Reusing arrays can be bad for meeting timing.

The synthesis tool does not always realize that accessing different array elements can be done in parallel. Take for example the following function:

void Test(int X, int A[256], int B[256])
{
#pragma HLS ARRAY_PARTITION variable=A complete dim=1
#pragma HLS ARRAY_PARTITION variable=B complete dim=1
  for (int i = 0; i < 256; i++)
#pragma HLS unroll
    if (B[i] == 1)
      A[i] *= X;
}

This requires at least 256 cycles in Vivado HLS 2017.1 with a clock period of 2 ns. Analysis of the schedule reveals that the tool finds dependencies between uses of A in different iterations of the loop. If we separate A into two variables, one for input and one for output, we achieve the same in 7 cycles:

void Test(int X, int A[256], int B[256], int C[256])
{
#pragma HLS ARRAY_PARTITION variable=A complete dim=1
#pragma HLS ARRAY_PARTITION variable=B complete dim=1
#pragma HLS ARRAY_PARTITION variable=C complete dim=1
  for (int i = 0; i < 256; i++)
#pragma HLS unroll
    if (B[i] == 1)
      C[i] = A[i] * X;
    else
      C[i] = A[i];
}

Note that there are more solutions, such as using the HLS dependence pragma.

Conditional expressions can eliminate false dependencies.

Continuing with the previous example, we can also solve the false dependencies by using conditional expressions instead of if-statements.

void Test(int X, int A[256], int B[256])
{
#pragma HLS ARRAY_PARTITION variable=A complete dim=1
#pragma HLS ARRAY_PARTITION variable=B complete dim=1
  for (int i = 0; i < 256; i++)
#pragma HLS unroll
    A[i] = B[i] == 1 ? A[i] * X : A[i];
}

Unsigned integers are often preferred over signed integers.

It is tempting to declare integer variables as (signed) int, just like one would do for software applications, but some operations such as modulo and division are more expensive on signed integers than unsigned integers. An unsigned integer division can be reduced to a simple truncation, and a modulo operation to a bitwise-and operation.

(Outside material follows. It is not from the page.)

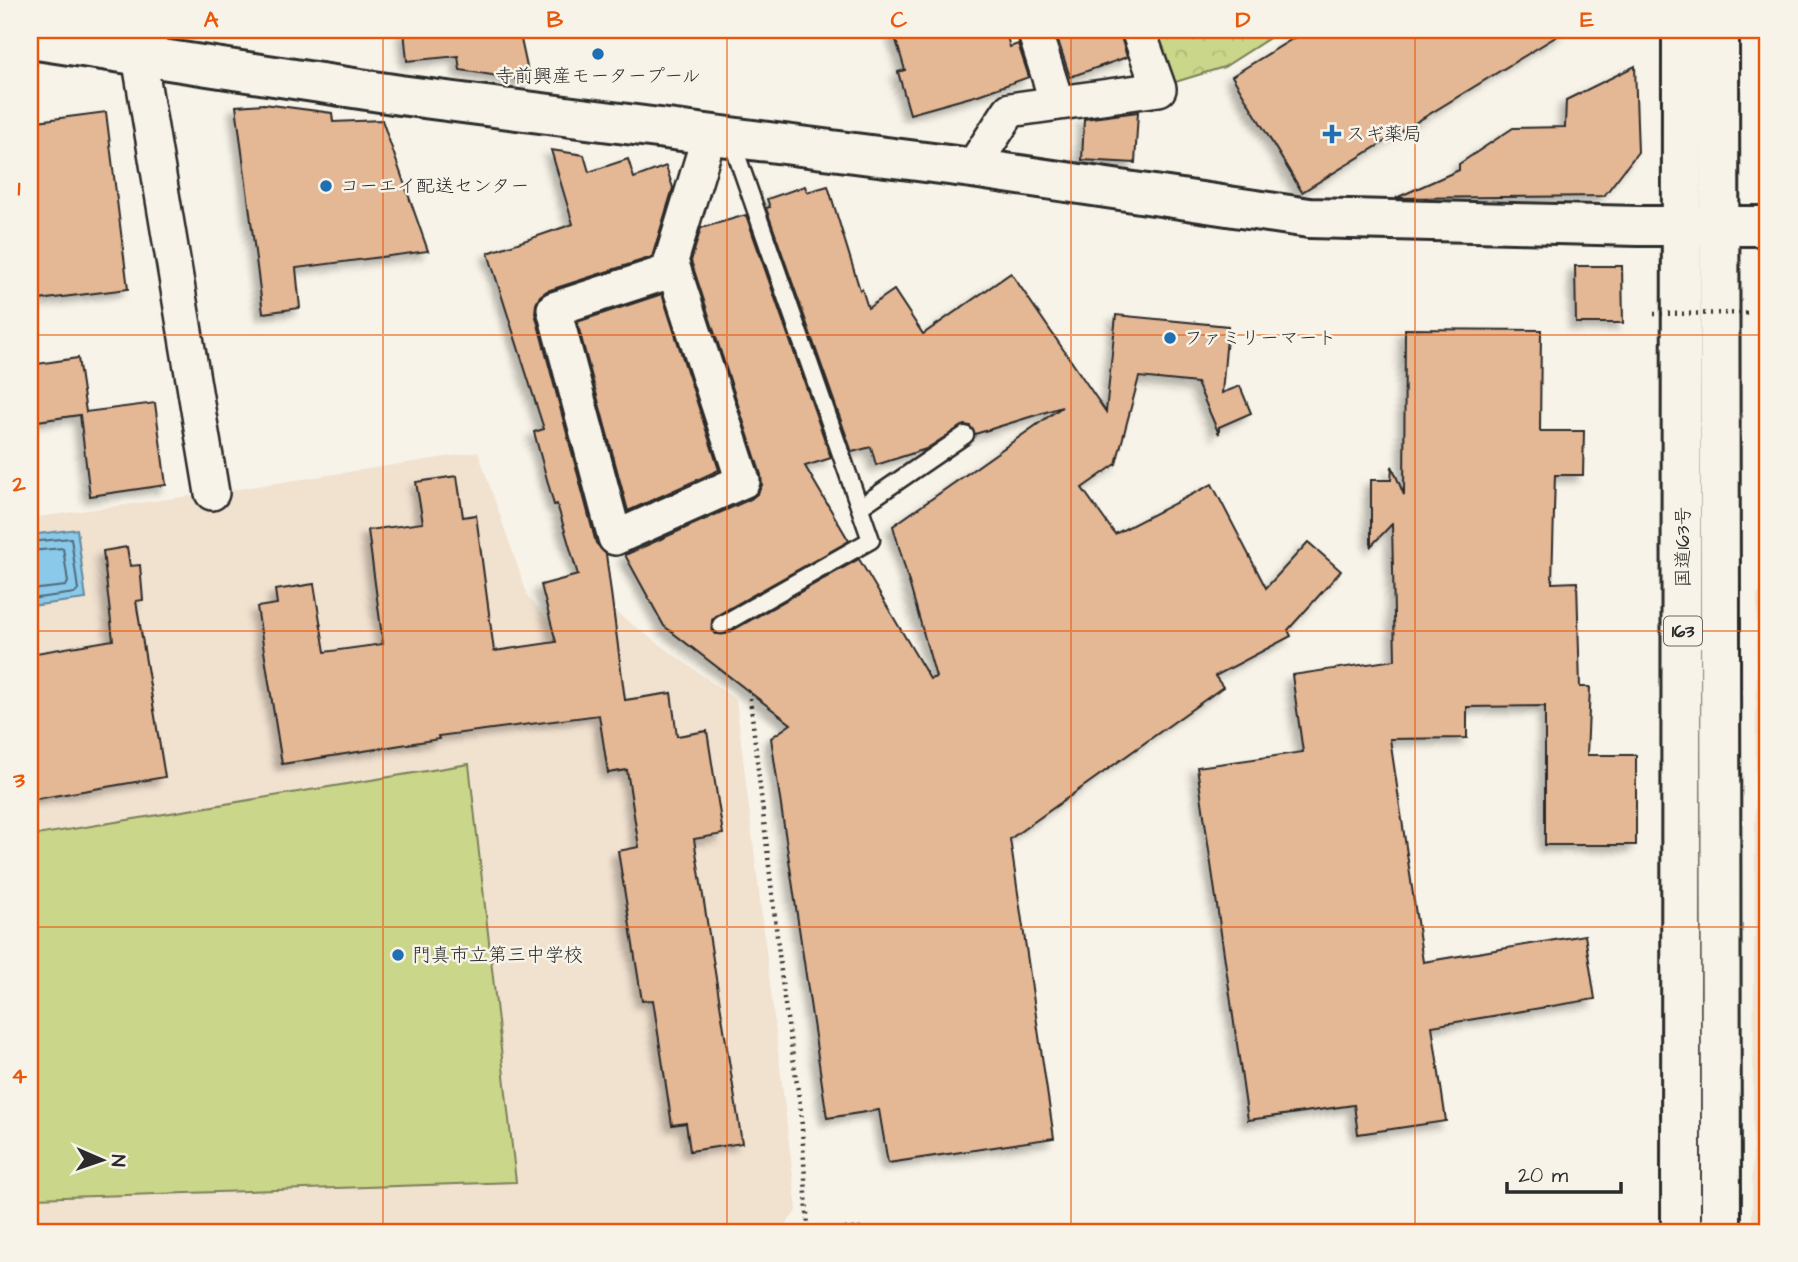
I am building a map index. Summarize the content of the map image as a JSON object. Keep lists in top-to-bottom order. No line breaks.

Make sure that all outputs are updated.

I have seen misleading warnings from Vivado HLS 2017.1 such as the following:

ERROR: [XFORM 203-123] Cannot stream  '<array>' (<location>): Some entries have both read and write access.

This warning refers to an array of structures was an output of the function. I updated a number of elements of the array, but I forgot to update several fields in those structures. In that case, the fields are supposed to retain the value that they had upon invocation of the function, which means that the array was not only written, but also read.

Not updating all elements in a ping pong buffer can yield correct implementations.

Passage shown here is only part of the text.